Based on: Gene signature for cancer stem cells may provide drug targets, Glenna Picton, News Release, Baylor College of Medicine, August 4, 2009.

See also: Gene signature for cancer stem cells may provide drug targets, Science Centric, August 4, 2009. First paragraph:

A subset of tumour cells that remain after a woman with breast cancer undergoes treatment with either anti-cancer or anti-hormone therapy shows a 'gene signature' that could be used to define targets for developing new drugs against the disease, said a consortium of researchers led by Baylor College of Medicine. The report appears in the current issue of the Proceedings of the National Academy of Sciences.
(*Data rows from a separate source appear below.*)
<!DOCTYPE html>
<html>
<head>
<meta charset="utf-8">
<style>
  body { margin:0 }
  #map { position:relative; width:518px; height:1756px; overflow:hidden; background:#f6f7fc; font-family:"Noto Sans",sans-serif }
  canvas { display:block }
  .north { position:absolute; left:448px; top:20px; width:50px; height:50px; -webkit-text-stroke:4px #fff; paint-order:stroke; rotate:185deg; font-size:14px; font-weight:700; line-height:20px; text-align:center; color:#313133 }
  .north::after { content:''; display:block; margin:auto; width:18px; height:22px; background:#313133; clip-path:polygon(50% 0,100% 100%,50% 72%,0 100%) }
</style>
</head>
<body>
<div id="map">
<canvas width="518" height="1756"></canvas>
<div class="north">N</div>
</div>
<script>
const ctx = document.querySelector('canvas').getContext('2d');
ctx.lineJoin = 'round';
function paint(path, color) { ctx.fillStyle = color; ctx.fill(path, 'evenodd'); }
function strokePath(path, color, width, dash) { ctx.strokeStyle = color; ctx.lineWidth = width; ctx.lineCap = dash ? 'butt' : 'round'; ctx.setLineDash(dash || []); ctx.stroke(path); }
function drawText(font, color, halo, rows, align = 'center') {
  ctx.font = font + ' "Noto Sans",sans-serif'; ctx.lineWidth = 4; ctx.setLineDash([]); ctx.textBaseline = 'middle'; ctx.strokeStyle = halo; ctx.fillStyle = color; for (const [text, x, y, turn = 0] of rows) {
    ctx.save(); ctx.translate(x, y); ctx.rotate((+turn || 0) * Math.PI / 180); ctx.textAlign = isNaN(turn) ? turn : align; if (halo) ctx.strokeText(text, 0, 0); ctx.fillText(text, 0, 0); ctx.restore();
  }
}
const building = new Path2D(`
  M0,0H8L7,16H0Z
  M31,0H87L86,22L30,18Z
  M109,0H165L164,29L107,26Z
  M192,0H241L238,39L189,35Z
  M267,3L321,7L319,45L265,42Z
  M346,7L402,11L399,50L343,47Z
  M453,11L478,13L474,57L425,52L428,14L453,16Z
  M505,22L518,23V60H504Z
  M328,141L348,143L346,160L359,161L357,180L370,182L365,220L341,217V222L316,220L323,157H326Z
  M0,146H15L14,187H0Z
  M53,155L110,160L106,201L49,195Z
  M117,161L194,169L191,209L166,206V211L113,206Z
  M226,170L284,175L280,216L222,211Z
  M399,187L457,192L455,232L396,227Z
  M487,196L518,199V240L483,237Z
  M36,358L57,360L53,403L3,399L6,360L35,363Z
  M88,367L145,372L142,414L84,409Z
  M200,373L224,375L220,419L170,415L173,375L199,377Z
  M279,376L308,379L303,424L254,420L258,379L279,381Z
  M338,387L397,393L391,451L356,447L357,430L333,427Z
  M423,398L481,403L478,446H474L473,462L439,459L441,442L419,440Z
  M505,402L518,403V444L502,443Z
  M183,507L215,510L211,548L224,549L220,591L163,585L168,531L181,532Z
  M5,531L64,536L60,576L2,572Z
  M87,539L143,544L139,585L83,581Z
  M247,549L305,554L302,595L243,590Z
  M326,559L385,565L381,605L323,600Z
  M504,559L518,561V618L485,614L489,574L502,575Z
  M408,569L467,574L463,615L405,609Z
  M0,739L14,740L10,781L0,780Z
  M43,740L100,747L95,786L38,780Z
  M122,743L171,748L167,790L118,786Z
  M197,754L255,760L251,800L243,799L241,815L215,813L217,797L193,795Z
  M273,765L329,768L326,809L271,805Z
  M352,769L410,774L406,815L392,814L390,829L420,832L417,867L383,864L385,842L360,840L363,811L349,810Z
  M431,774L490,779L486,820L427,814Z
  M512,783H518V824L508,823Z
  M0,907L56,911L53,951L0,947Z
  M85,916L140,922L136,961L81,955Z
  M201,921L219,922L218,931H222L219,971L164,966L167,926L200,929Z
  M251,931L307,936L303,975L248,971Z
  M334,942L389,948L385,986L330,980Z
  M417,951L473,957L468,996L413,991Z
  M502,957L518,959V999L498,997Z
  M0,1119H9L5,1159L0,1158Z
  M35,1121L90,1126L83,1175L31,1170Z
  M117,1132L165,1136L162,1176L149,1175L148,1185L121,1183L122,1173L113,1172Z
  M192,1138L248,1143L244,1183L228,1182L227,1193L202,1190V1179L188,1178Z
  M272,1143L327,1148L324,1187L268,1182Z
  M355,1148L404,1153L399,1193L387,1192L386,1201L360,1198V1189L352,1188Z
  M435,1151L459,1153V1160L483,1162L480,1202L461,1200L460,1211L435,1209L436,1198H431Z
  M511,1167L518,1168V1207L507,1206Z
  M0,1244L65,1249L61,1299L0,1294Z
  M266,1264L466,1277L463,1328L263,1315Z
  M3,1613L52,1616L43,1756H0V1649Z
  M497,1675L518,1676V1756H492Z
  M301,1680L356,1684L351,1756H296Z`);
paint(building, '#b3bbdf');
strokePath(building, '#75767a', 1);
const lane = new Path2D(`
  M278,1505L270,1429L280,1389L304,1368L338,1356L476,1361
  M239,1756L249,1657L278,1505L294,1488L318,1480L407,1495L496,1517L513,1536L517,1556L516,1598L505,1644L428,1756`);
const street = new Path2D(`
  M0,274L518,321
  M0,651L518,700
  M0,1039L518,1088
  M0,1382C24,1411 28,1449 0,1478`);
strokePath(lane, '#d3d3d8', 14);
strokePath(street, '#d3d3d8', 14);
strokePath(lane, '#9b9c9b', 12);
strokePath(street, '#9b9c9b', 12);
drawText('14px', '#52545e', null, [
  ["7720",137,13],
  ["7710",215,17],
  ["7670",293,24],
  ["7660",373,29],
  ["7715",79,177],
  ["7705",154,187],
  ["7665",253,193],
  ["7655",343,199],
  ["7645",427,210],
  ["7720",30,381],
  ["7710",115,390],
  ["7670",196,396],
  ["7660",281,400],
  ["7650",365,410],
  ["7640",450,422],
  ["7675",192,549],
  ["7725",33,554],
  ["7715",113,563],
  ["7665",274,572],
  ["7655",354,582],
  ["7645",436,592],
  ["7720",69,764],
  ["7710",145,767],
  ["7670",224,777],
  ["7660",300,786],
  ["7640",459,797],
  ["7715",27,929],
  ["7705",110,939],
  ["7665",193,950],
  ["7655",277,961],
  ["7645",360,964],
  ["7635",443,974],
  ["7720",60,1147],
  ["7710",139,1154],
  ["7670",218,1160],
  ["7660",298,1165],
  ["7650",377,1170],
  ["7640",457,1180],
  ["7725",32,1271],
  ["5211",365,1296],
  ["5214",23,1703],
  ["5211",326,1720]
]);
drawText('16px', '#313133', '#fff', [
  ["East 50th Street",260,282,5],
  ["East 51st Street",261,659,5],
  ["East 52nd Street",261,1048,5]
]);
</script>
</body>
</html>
The report referred to in the above excerpt is an Open Access publication: Residual breast cancers after conventional therapy display mesenchymal as well as tumor-initiating features by Chad J Creighton and 22 co-authors, including Michael T Lewis, Jeffrey M Rosen and Jenny C Chang, Proc Natl Acad Sci USA 2009(Aug 3). [Epub ahead of print].[Abstract][Early version of OA full text].
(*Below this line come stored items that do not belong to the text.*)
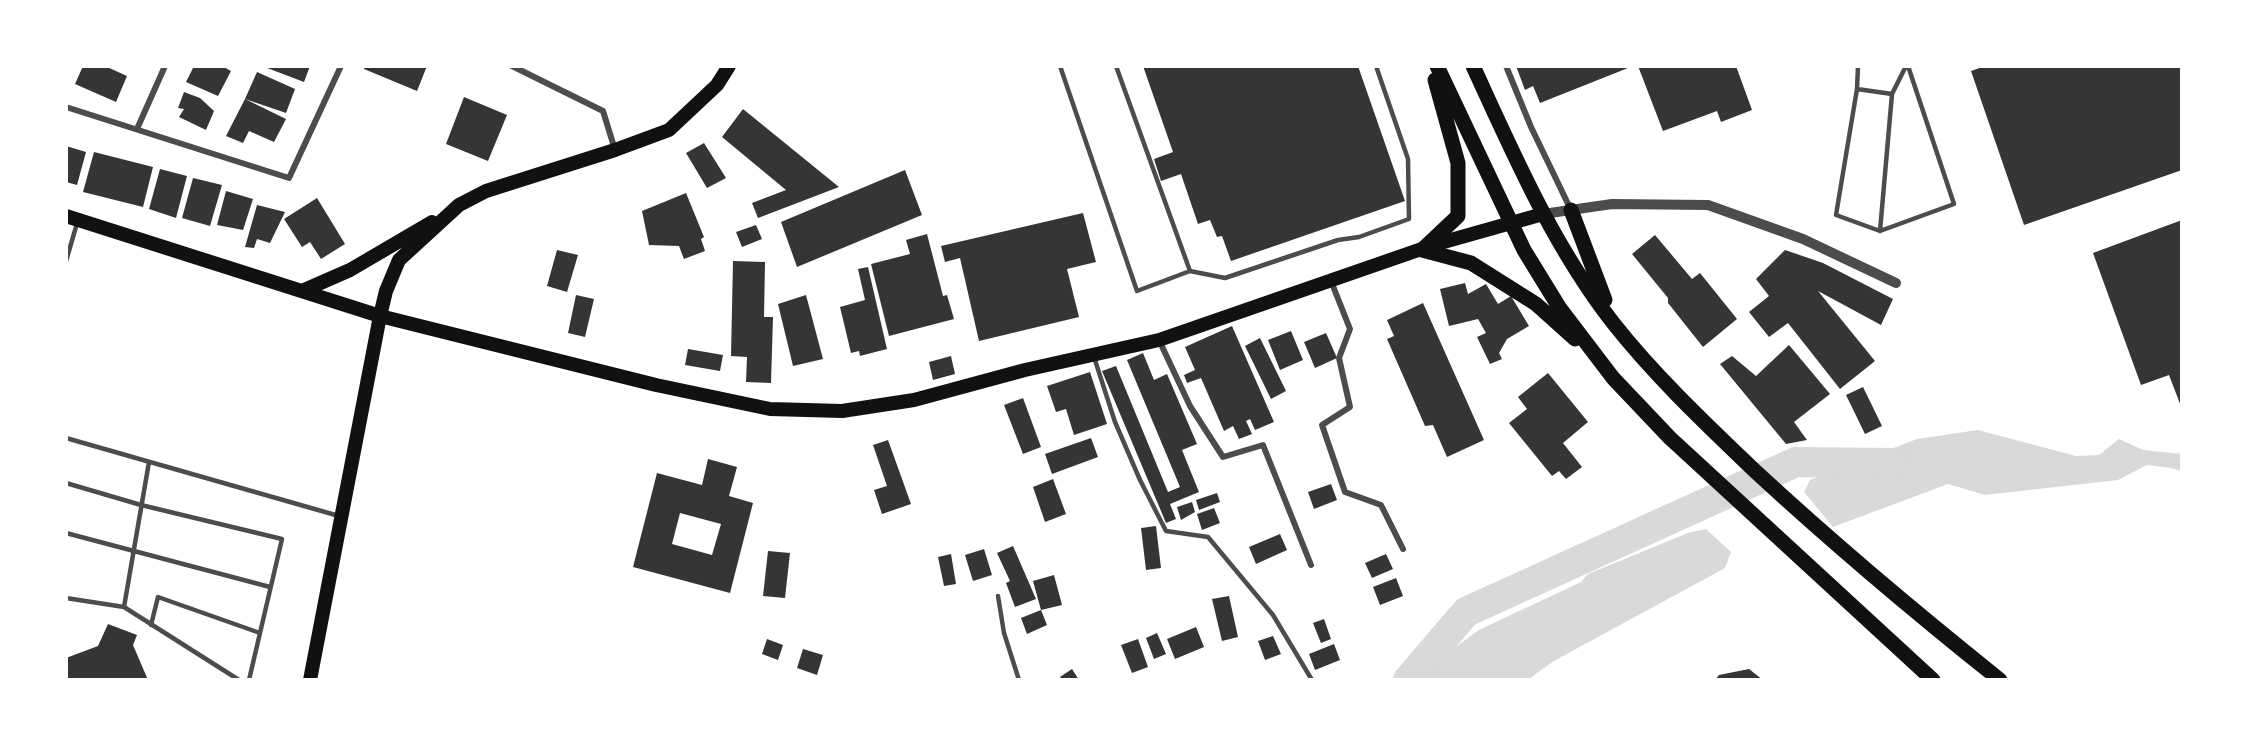 <!DOCTYPE html>
<style>
body{margin:0}
#map{position:relative;width:2248px;height:746px;overflow:hidden;background:#fff;font-family:Montserrat,sans-serif}
canvas{display:block}
.frame{position:absolute;inset:0;border:68px solid #fff;pointer-events:none}
</style>
<div id="map">
<canvas width="2248" height="746"></canvas>
<div class="frame"></div>
</div>
<script>
const g = document.querySelector('canvas').getContext('2d');
g.lineJoin = 'round';
function fillPath(path, color) {
  g.fillStyle = color;
  g.fill(path, 'evenodd');
}
function stroke(path, color, width, dash) {
  g.strokeStyle = color;
  g.lineWidth = width;
  g.lineCap = dash ? 'butt' : 'round';
  g.setLineDash(dash || []);
  g.stroke(path);
}
fillPath(new Path2D(`
 M1978 430 2076 456 2099 455 2119 439 2143 450 2182 454V471L2171 468 2147 465 2118 480 1985 495 1948 484 1833 527 1804 492 1810 480 1917 439Z
 M1706 529 1731 552 1725 568 1552 662 1528 680H1414L1417 675 1479 630 1581 582 1588 574 1688 533Z`), '#d9d9d9');
stroke(new Path2D(`
 M1408 680 1466 612 1796 462 1896 463`), '#d9d9d9', 30);
fillPath(new Path2D(`
 M83 66H105L127 76 116 102 75 84Z
 M194 66H222L231 71 218 96 186 82Z
 M262 66H310L304 82Z
 M365 66H427L417 91 364 69Z
 M1143 66H1358L1405 201 1231 261 1222 236 1217 237 1210 220 1198 224 1181 174 1161 181 1154 159 1173 152Z
 M1516 66H1633L1540 103 1533 86 1525 90Z
 M1638 66H1736L1752 110 1721 122 1717 111 1663 131Z
 M1985 66H2182V170L2024 225 1971 71Z
 M257 72 295 89 286 113 245 99Z
 M184 92 200 98 214 111 206 130 179 117 184 109 178 108Z
 M464 97 507 115 488 161 446 144Z
 M245 99 286 119 274 142 249 131 243 143 226 136Z
 M743 109 839 187 758 218 752 203 786 190 722 137Z
 M704 143 726 178 707 188 686 153Z
 M66 146 86 152 77 185 66 182Z
 M94 152 153 167 143 207 83 192Z
 M160 169 187 176 176 218 149 209Z
 M905 170 922 215 797 267 781 222Z
 M193 178 222 185 210 226 182 218Z
 M226 191 253 199 243 230 217 225Z
 M686 193 704 237 701 239 705 251 684 259 679 246 649 245 642 211Z
 M317 198 345 244 321 259 310 242 302 247 284 219Z
 M257 205 285 212 270 243 257 239 254 248 245 247Z
 M1083 213 1096 262 1067 269 1079 317 979 341 960 258 945 262 941 246Z
 M2182 220V409L2169 375 2141 385 2093 253Z
 M756 225 762 239 742 247 736 232Z
 M927 234 943 296 947 295 954 319 889 336 871 264 910 254 906 240Z
 M1655 235 1692 279 1700 273 1737 319 1703 347 1668 303V298L1632 254Z
 M557 250 578 255 567 292 547 286Z
 M1785 250 1823 263 1893 299 1881 325 1818 291 1875 361 1840 389 1788 323 1769 337 1749 312 1769 296 1756 279Z
 M733 261 765 262 764 317H773L771 383 746 382 747 357 731 356Z
 M868 267 887 349 860 356 859 351 851 353 840 307 865 300 858 269Z
 M1465 283 1468 294 1486 284 1498 304 1511 296 1529 326 1507 339 1499 353 1502 359 1490 364 1477 337 1486 333 1478 319 1449 326 1440 289Z
 M576 295 594 299 585 337 568 333Z
 M806 295 823 359 793 366 778 304Z
 M1423 303 1484 440 1447 457 1433 425 1425 426 1387 339 1394 336 1387 320Z
 M1232 326 1274 422 1255 430 1250 419 1246 421 1252 434 1239 439 1233 426 1224 431 1201 378 1187 383 1184 375 1195 370 1185 347Z
 M1291 331 1303 360 1280 370 1268 340Z
 M1326 333 1337 358 1315 368 1304 342Z
 M1260 338 1286 391 1271 399 1245 346Z
 M1789 345 1830 394 1794 422 1807 440 1786 444 1720 364 1732 356 1756 376Z
 M688 349 723 355 720 371 685 365Z
 M1143 353 1154 380 1167 374 1197 444 1182 450 1199 492 1170 504 1176 519 1166 523 1102 371 1116 366 1168 492 1180 487 1127 360Z
 M951 356 955 374 933 380 929 362Z
 M1090 372 1107 424 1074 435 1066 409 1056 412 1047 386Z
 M1548 373 1588 422 1563 443 1582 467 1566 479 1559 471 1552 476 1509 423 1527 409 1518 397Z
 M1863 387 1882 426 1865 434 1846 395Z
 M1023 398 1041 447 1023 454 1004 405Z
 M1091 438 1098 457 1052 474 1045 454Z
 M888 440 911 504 882 514 874 490 887 486 873 445Z
 M708 459 737 467 729 496 753 503 730 593 633 567 657 473 702 485ZM680 513 721 524 712 555 672 544Z
 M1053 479 1066 514 1045 522 1033 487Z
 M1331 484 1337 500 1314 509 1308 492Z
 M1217 493 1220 502 1199 510 1196 500Z
 M1192 502 1195 512 1181 520 1177 507Z
 M1214 508 1220 523 1202 530 1197 514Z
 M1156 526 1161 568 1146 570 1141 528Z
 M1280 534 1287 550 1256 564 1249 547Z
 M1013 546 1036 599 1015 607 1006 583 1010 581 997 553Z
 M984 549 992 575 973 581 965 555Z
 M768 551 790 553 785 598 763 596Z
 M951 554 956 584 944 586 938 557Z
 M1386 554 1393 569 1372 578 1365 563Z
 M1054 575 1062 605 1041 610 1033 581Z
 M1396 578 1403 596 1380 605 1373 587Z
 M1229 596 1238 637 1222 641 1212 599Z
 M1041 610 1047 625 1027 634 1021 618Z
 M1324 619 1331 639 1321 643 1313 623Z
 M108 624 137 635 133 645 148 680H66V658L98 646Z
 M1196 627 1204 647 1175 659 1167 639Z
 M1157 633 1166 654 1154 659 1146 638Z
 M1273 636 1281 654 1265 660 1258 641Z
 M767 639 783 645 778 660 762 654Z
 M1138 639 1148 667 1132 673 1121 645Z
 M1334 644 1340 660 1315 670 1309 654Z
 M803 649 823 655 817 675 797 668Z
 M1072 669 1079 680H1062L1060 677Z
 M1749 669 1763 680H1715L1719 675Z`), '#353535');
stroke(new Path2D(`
 M1060 66 1137 291 1190 271 1116 66
 M1858 66 1857 89 1836 215 1880 231 1892 94 1906 66
 M1857 89 1892 94
 M1880 231 1954 204 1908 66
 M66 261 78 220
 M1190 271 1225 278 1338 240 1359 237 1409 219 1408 159 1376 66
 M1094 357 1115 422 1140 480 1166 531 1208 537 1273 615 1312 680
 M66 438 339 516
 M149 462 124 607 239 680
 M66 483 141 505 282 539 249 680
 M66 533 270 587
 M998 596 1004 633 1019 680
 M66 598 124 607
 M151 625 158 597 260 633`), '#4c4c4c', 4.5);
stroke(new Path2D(`
 M512 66 603 111 615 150
 M1506 66 1531 127 1571 210
 M66 107 289 178 341 66
 M137 129 165 66
 M1331 281 1350 329 1339 358 1350 407 1322 425 1345 492 1381 505 1403 549
 M1159 340 1190 406 1223 457 1263 445 1311 565`), '#4c4c4c', 6);
stroke(new Path2D(`
 M1543 214 1612 204 1708 205 1803 239 1896 283`), '#4c4c4c', 10);
stroke(new Path2D(`
 M66 216 380 316 656 385 770 409 842 411 914 400 1025 370 1159 340 1433 245 1543 214
 M302 291 350 270 432 222
 M310 680 380 316 386 291 399 260 459 205 486 191 615 150 669 130 717 85 729 66`), '#111', 14);
stroke(new Path2D(`
 M1437 66 1524 250 1559 307 1613 378 1670 438 1933 680
 M1473 66C1514 155 1553 246 1614 324 1656 377 1706 424 1755 471 1834 544 1916 613 2000 680
 M1571 210 1605 300
 M1422 250 1471 263 1536 304 1575 339
 M1422 250 1458 216V163L1435 80`), '#111', 15);
</script>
Differentially expressed genes in cell lines of differing lymphatic metastatic ability

Lymphatic metastasis of breast cancer cells is associated with differential gene expression profiles that predict cancer stem cell-like properties and the ability to survive, establish and grow in a foreign environment by Terlika S Pandit and 11 co-authors, including Ann F Chambers and Alan B Tuck, Int J Oncol 2009(Aug); 35(2): 297-308. [FriendFeed entry]. PubMed Abstract:

Although lymphatic dissemination is a major route for breast cancer metastasis, there has been little work to determine what factors control the ability of tumor cells to survive, establish and show progressive growth in a lymph node environment. This information is of particular relevance now, in the era of sentinel lymph node biopsy, where smaller intranodal tumor deposits are being detected earlier in the course of disease, the clinical relevance of which is uncertain. In this study, we compared differentially expressed genes in cell lines of high (468LN) vs. low (468GFP) lymphatic metastatic ability, and related these to clinical literature on genes associated with lymphatic metastatic ability and prognosis, to identify genes of potential clinical relevance. This approach revealed differential expression of a set of genes associated with 'cancer stem cell-like' properties, as well as networks of genes potentially associated with survival and autonomous growth. We explored these differences functionally and found that 468LN cells have a higher proportion of cells with a cancer stem cell-like (CD44+/CD24-) phenotype, have a higher clonogenic potential and a greater ability to survive, establish and grow in a foreign (lymph node and 3D Matrigel) microenvironment, relative to 468GFP cells. Differentially expressed genes which reflect these functions provide candidates for investigation as potential targets for therapy directed against early lymphatic metastasis.